Panisch suchte ich den Platz der Duellanten nach James ab. Er kämpfte gegen den nun wieder aufrecht stehenden Mulciber und man konnte nicht behaupten, dass er in Führung lag. Eine langfingrige Hand umschloss die meine und zog mich weg von dem Getümmel. Ich ließ es geschehen, auch wenn ich ab und zu nach James rief.
Severus brachte mich hinter eine Biegung und ich rang, an die kalte Steinmauer des Schlosses gelehnt, nach Luft.
„Ich hatte solche Angst um dich", flüsterte Severus und strich mir eine dunkelrote Haarsträhne aus dem Gesicht. „Ich könnte es nicht ertragen, sollte dir etwas zustoßen."
Sein Blick war zärtlich und warm und ich wusste, dass ich ihm in diesem Moment alles verziehen hatte.

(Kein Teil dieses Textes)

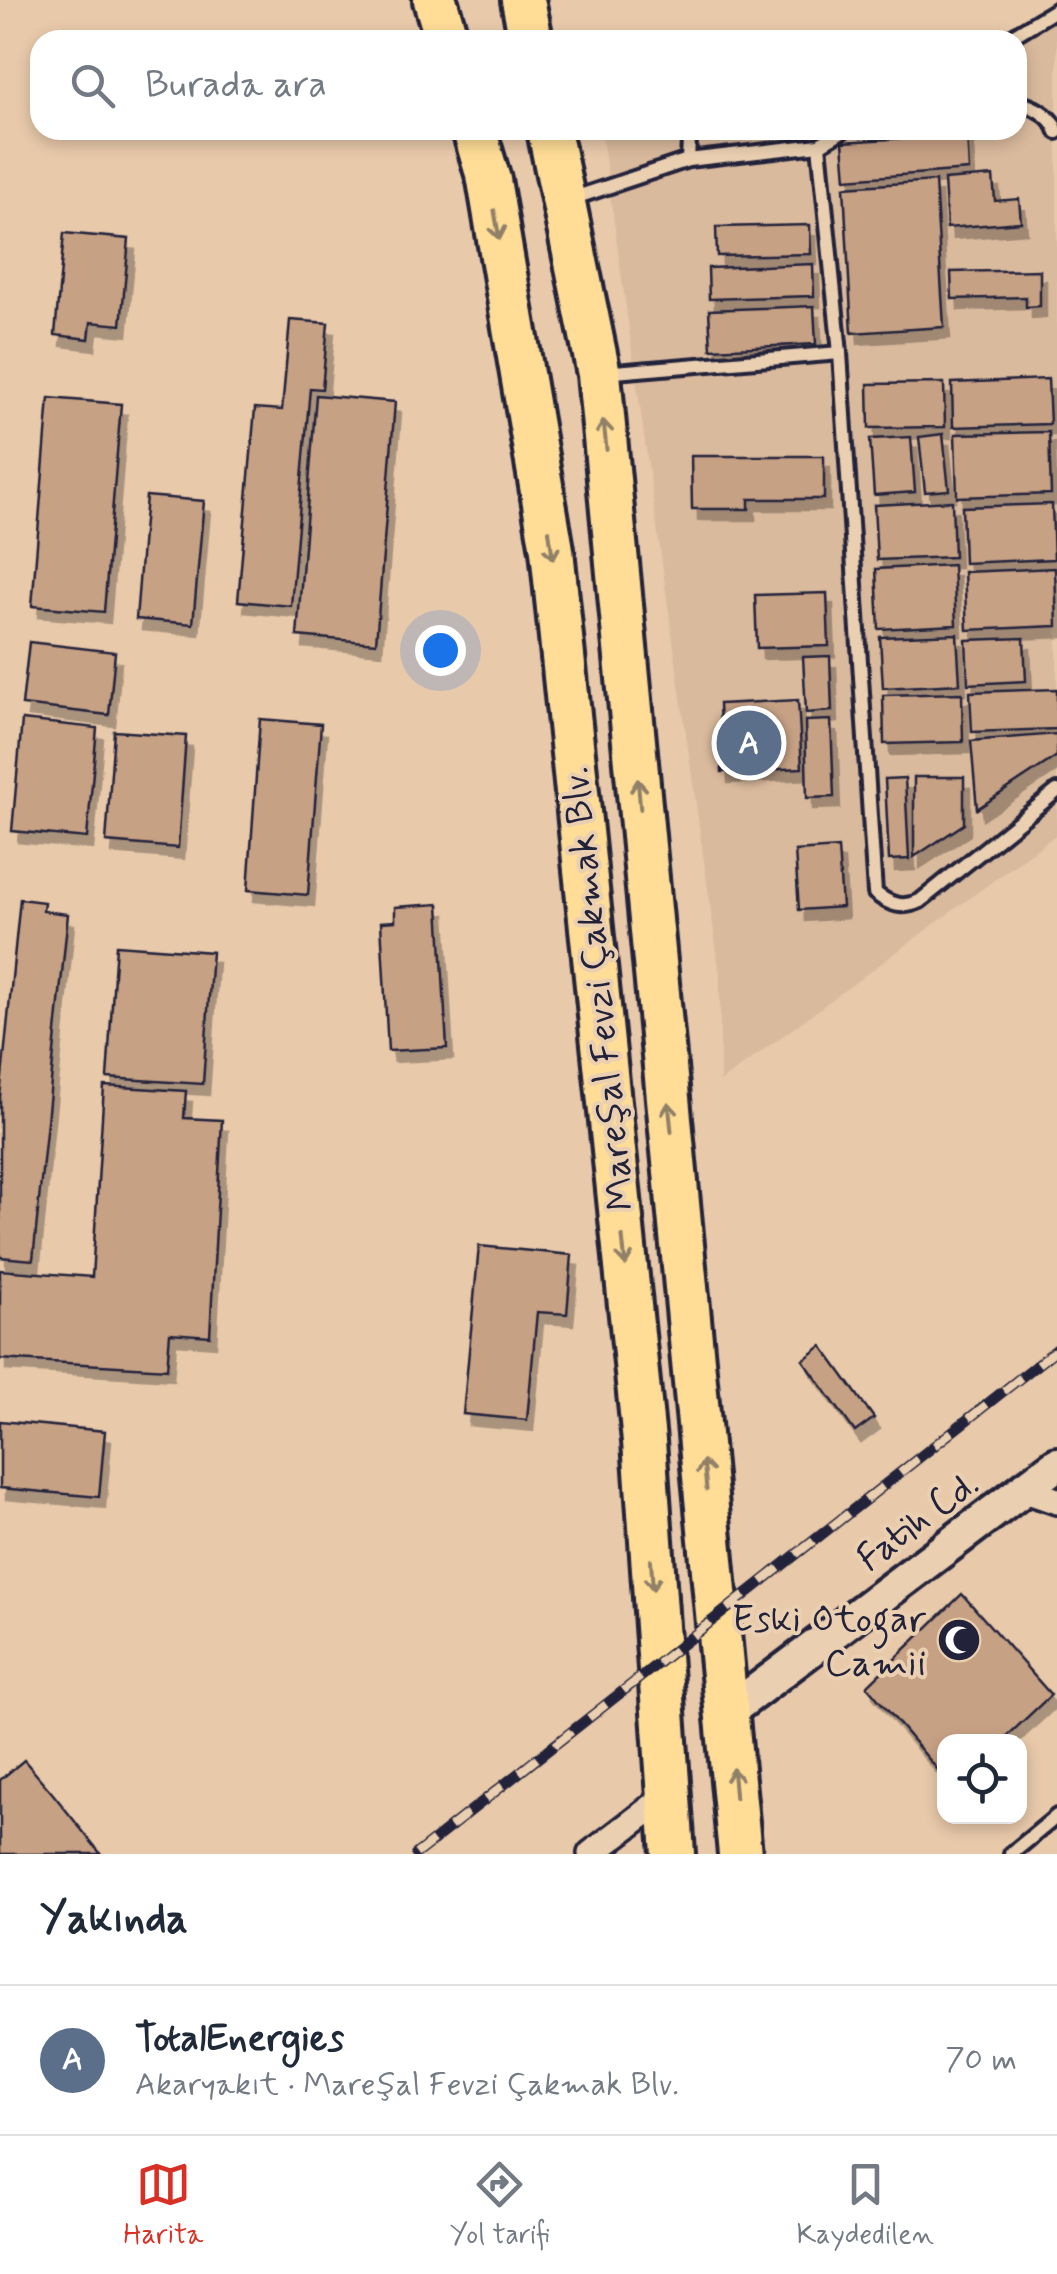 <!DOCTYPE html>
<html lang="tr">
<head>
<meta charset="utf-8">
<style>
  :root { --surface:#fff; --page:#f6f6f7; --text:#1f2937; --muted:#747a83; --line:#e0e1e3; --accent:#d93025 }
  body { margin:0; font-family:Mynerve,sans-serif; background:var(--page); color:var(--text) }
  .controls { position:absolute; right:30px; bottom:30px; display:grid; overflow:hidden; border-radius:20px; box-shadow:0 5px 15px #0003 }
  .controls button { width:90px; height:90px; display:grid; place-items:center; padding:0; border:0; border-bottom:2px solid var(--line); background:var(--surface); color:var(--text); font:50px sans-serif }
  .you { position:absolute; left:440px; top:650px; width:35px; height:35px; margin:-25px; border:8px solid #fff; border-radius:50%; background:#1a73e8; box-shadow:0 0 0 15px #1a73e833 }
  .badge { display:grid; place-items:center; width:65px; height:65px; border-radius:50%; background:var(--accent); color:#fff; font-size:32px; font-weight:700 }
  .pin { position:absolute; translate:-50% -50%; border:5px solid #fff; box-shadow:0 2px 10px #0006 }
  .list { margin:0; padding:0; list-style:none }
  h2 { display:flex; justify-content:space-between; align-items:center; height:130px; margin:0; padding:0 40px; font-size:42px }
  h2 small { font-size:32px; font-weight:400; color:var(--muted) }
  .list li { display:grid; grid-template-columns:65px 1fr auto; gap:30px; align-items:center; box-sizing:border-box; height:150px; padding:0 40px; border-top:2px solid var(--line) }
  .list b { display:block; font-size:38px; white-space:nowrap }
  .list p { margin:0; font-size:32px; white-space:nowrap; color:var(--muted) }
  .list em { font-size:32px; font-style:normal; color:var(--muted) }
  .icon { flex:none; width:55px; height:55px; fill:none; stroke:currentColor; stroke-width:2; stroke-linecap:round; stroke-linejoin:round }
  .map { position:relative; flex:none; width:1057px; height:1854px; overflow:hidden }
  .search { position:absolute; background:var(--surface); box-shadow:0 5px 15px #0003; left:30px; right:30px; top:30px; height:110px; display:flex; align-items:center; gap:25px; box-sizing:border-box; padding:0 35px; border-radius:30px; color:var(--muted); font-size:38px }
  .sheet { height:280px; background:var(--surface) }
  nav { display:flex; justify-content:space-around; align-items:center; box-sizing:border-box; height:140px; border-top:2px solid var(--line); background:var(--surface); font-size:28px; color:var(--muted) }
  nav a { display:grid; justify-items:center; gap:5px }
  nav .on { color:var(--accent) }
  .map>svg:first-child { display:block }
</style>
</head>
<body>
<div class="map">
<svg width="1057" height="1854" viewBox="0 0 1057 1854">
  <defs>
    <filter id="shadow"><feDropShadow dx="6" dy="11" stdDeviation="0" flood-color="#0004"/></filter>
  </defs>
  <rect width="100%" height="100%" fill="#e8c9aa"/>
  <filter id="ink" filterUnits="userSpaceOnUse"><feTurbulence type="fractalNoise" baseFrequency=".01" numOctaves="2"/><feDisplacementMap in="SourceGraphic" scale="20" xChannelSelector="R" yChannelSelector="G"/><feConvolveMatrix kernelMatrix="1 2 1 2 8 2 1 2 1" color-interpolation-filters="sRGB"/></filter>
  <g filter="url(#ink)">
    <path fill="#daba9d" d="M1057 23V834L720 1082V975L601 130H1017V40H866Z"/>
    <g fill="#c7a184" stroke="#22223b" stroke-width="2.5" filter="url(#shadow)">
      <path d="M967 134 969 170 846 179 843 142Z"/>
      <path d="M993 176 995 201 1019 199 1021 222 947 228 944 180Z"/>
      <path d="M935 181 944 327 852 333 844 187Z"/>
      <path d="M810 225 811 254 717 256 716 227Z"/>
      <path d="M64 233 129 239 121 325 91 322 89 339 55 335Z"/>
      <path d="M813 264 814 296 709 299 708 268Z"/>
      <path d="M1040 270V306L1026 307V297L952 299 951 272Z"/>
      <path d="M814 306 816 344 711 349 709 310Z"/>
      <path d="M290 320 328 323 322 389 310 388 291 606 238 601 255 408 282 410Z"/>
      <path d="M1048 379 1050 424 953 427 952 383Z"/>
      <path d="M944 383 945 427 869 428 868 384Z"/>
      <path d="M316 395 395 402 376 643 297 636Z"/>
      <path d="M49 398 121 404 104 612 32 606Z"/>
      <path d="M1049 432 1051 494 957 497 955 434Z"/>
      <path d="M943 434 949 490 925 492 919 437Z"/>
      <path d="M911 437 915 492 874 495 870 439Z"/>
      <path d="M691 456H824V499H749V509H692Z"/>
      <path d="M146 496 204 501 193 624 136 619Z"/>
      <path d="M952 501 954 557 877 560 874 505Z"/>
      <path d="M1052 504 1054 559 964 563 962 507Z"/>
      <path d="M953 565 956 625 879 629 876 569Z"/>
      <path d="M1055 568 1057 626 967 630 964 572Z"/>
      <path d="M827 593 829 646 757 648 755 595Z"/>
      <path d="M957 634 960 684 883 688 880 637Z"/>
      <path d="M1024 638 1026 681 968 684 966 640Z"/>
      <path d="M29 642 115 652 109 715 22 705Z"/>
      <path d="M830 656 832 711 806 713 803 657Z"/>
      <path d="M1057 689V729L972 732 970 692Z"/>
      <path d="M962 693 963 742 884 744 883 695Z"/>
      <path d="M798 700 802 768 722 772 719 704Z"/>
      <path d="M260 719 321 724 308 895 248 890Z"/>
      <path d="M22 720 97 728 87 838 12 831Z"/>
      <path d="M831 720 834 797 807 798 805 721Z"/>
      <path d="M114 731 186 736 178 848 106 842Z"/>
      <path d="M1057 734V756L977 809 971 741Z"/>
      <path d="M914 777H964V824L914 857Z"/>
      <path d="M905 778 909 859 889 860 885 779Z"/>
      <path d="M838 848 842 907 799 910 795 851Z"/>
      <path d="M20 899 44 902 43 911 68 914 33 1260 0 1257V1097Z"/>
      <path d="M439 904 447 1048 388 1051 381 922 395 921V907Z"/>
      <path d="M116 945 212 952 203 1084 107 1078Z"/>
      <path d="M104 1086 186 1091 184 1118 222 1120 210 1336 170 1333 167 1369 0 1359V1270L92 1277Z"/>
      <path d="M479 1246 572 1255 567 1314 537 1312 527 1420 463 1414Z"/>
      <path d="M822 1346 874 1418 855 1432 803 1360Z"/>
      <path d="M0 1421 105 1431 99 1497 0 1488Z"/>
      <path d="M962 1594 1051 1695 1001 1742H944V1777L867 1686Z"/>
      <path d="M24 1760 53 1794 101 1854H0V1780Z"/>
    </g>
    <g fill="none" stroke-linecap="round" stroke-linejoin="round">
      <g stroke="#22223b" stroke-width="20">
        <g id="service">
          <path d="M1006 40 1057 9"/>
          <path d="M1017 102C1033 106 1052 115 1057 132"/>
          <path d="M819 145 840 353 875 893C890 905 903 909 920 901L1057 791"/>
          <path d="M688 160 689 140 695 130"/>
          <path d="M571 199 688 160 819 145 844 130"/>
          <path d="M603 373 840 353"/>
          <path d="M1011 1854 1057 1816"/>
        </g>
      </g>
      <g stroke="#22223b" stroke-width="32">
        <g id="minor">
          <path d="M1025 1490 1057 1501"/>
          <path d="M591 1854 667 1796"/>
        </g>
      </g>
      <g stroke="#22223b" stroke-width="40">
        <path id="tertiary" d="M728 1712 1057 1464"/>
      </g>
      <g stroke="#22223b" stroke-width="50">
        <g id="primary">
          <path d="M435 0 447 40"/>
          <path d="M523 0 531 40"/>
          <path d="M474 130 489 180 552 550 644 1441 673 1854"/>
          <path d="M549 130 599 374 740 1854"/>
        </g>
      </g>
      <use href="#service" stroke="#eacfb1" stroke-width="12"/>
      <use href="#minor" stroke="#eacfb1" stroke-width="25"/>
      <use href="#tertiary" stroke="#eacfb1" stroke-width="32"/>
      <use href="#primary" stroke="#ffdd96" stroke-width="42"/>
      <g stroke="#22223b" stroke-width="11">
        <path id="rail" d="M416 1854 1057 1349"/>
      </g>
      <use href="#rail" stroke="#eacfb1" stroke-width="8" stroke-dasharray="22" stroke-linecap="butt"/>
    </g>
    <defs><path id="oneway-shaft" d="M-6 0H5M1.5-3L5.5 0L1.5 3" fill="none" stroke-width="1.6" stroke-linecap="round" stroke-linejoin="round" transform="scale(2.5)"/></defs>
    <g stroke="#908068">
      <use href="#oneway-shaft" transform="translate(497 225) rotate(80)"/>
      <use href="#oneway-shaft" transform="translate(605 435) rotate(-96)"/>
      <use href="#oneway-shaft" transform="translate(551 545) rotate(82)"/>
      <use href="#oneway-shaft" transform="translate(639 794) rotate(-95)"/>
      <use href="#oneway-shaft" transform="translate(670 1117) rotate(-96)"/>
      <use href="#oneway-shaft" transform="translate(624 1251) rotate(84)"/>
      <use href="#oneway-shaft" transform="translate(705 1475) rotate(-96)"/>
      <use href="#oneway-shaft" transform="translate(652 1575) rotate(86)"/>
      <use href="#oneway-shaft" transform="translate(734 1783) rotate(-95)"/>
    </g>
  </g>
  <defs>
    <g id="mosque-disc" transform="scale(2.25)"><circle r="9.5" fill="#22223b" stroke="#eacfb1"/><path d="M3.5-4.9A6 6 0 1 0 3.5 4.9A5 5 0 1 1 3.5-4.9Z" fill="#fff"/></g>
  </defs>
  <g fill-rule="evenodd">
    <use href="#mosque-disc" x="959" y="1640"/>
  </g>
  <g text-anchor="middle" stroke-width="8" stroke-linejoin="round" paint-order="stroke">
    <g font-size="38" fill="#22223b" stroke="#eacfb1">
      <text transform="translate(597 989) rotate(-96)" y="13">Mareşal Fevzi Çakmak Blv.</text>
      <text transform="translate(917 1520) rotate(-37)" y="13">Fatih Cd.</text>
    </g>
    <g font-size="38" fill="#22223b" stroke="#eacfb1" text-anchor="end">
      <text x="926" y="1631">Eski Otogar<tspan x="926" dy="44">Camii</tspan></text>
    </g>
  </g>
</svg>
<div class="controls">
<button><svg class="icon" aria-label="locate" viewBox="0 0 24 24"><circle cx="12" cy="12" r="6"/><path d="M12 2v4M12 18v4M2 12h4M18 12h4"/></svg></button>
</div>
<div class="you"></div>
<div class="pin badge" style="left:749px;top:743px;background:#5c6f8a">A</div>
<div class="search"><svg class="icon" aria-label="search" viewBox="0 0 24 24"><circle cx="10" cy="10" r="6"/><path d="M15 15l6 6"/></svg>Burada ara</div>
</div>
<section class="sheet">
<h2>Yakında<small></small></h2>
<ul class="list">
<li><span class="badge" style="background:#5c6f8a">A</span><div><b>TotalEnergies</b><p>Akaryakıt · Mareşal Fevzi Çakmak Blv.</p></div><em>70 m</em></li>
</ul>
</section>
<nav>
<a class="on"><svg class="icon" aria-label="map" viewBox="0 0 24 24"><path d="M3 6l6-2 6 2 6-2v14l-6 2-6-2-6 2zM9 4v14M15 6v14"/></svg>Harita</a>
<a><svg class="icon" aria-label="directions" viewBox="0 0 24 24"><path d="M12 3l9 9-9 9-9-9zM9 14v-3h6M13 9l2 2-2 2"/></svg>Yol tarifi</a>
<a><svg class="icon" aria-label="saved" viewBox="0 0 24 24"><path d="M7 4h10v16l-5-4-5 4z"/></svg>Kaydedilen</a>
</nav>
</body>
</html>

*Selwyn ist ein Todesser, durch J.K.R bestätigt. Doch über ihn ist nur wenig bekannt, weder weiß man, wie alt er ist, also ob er zu der Zeit von Lily und Snape überhaupt nach Hogwarts ging, noch ist sein Vorname bekannt. Ich habe mir lediglich mal den Namen geborgt, der Vorname und sein Aussehen sind frei erfunden.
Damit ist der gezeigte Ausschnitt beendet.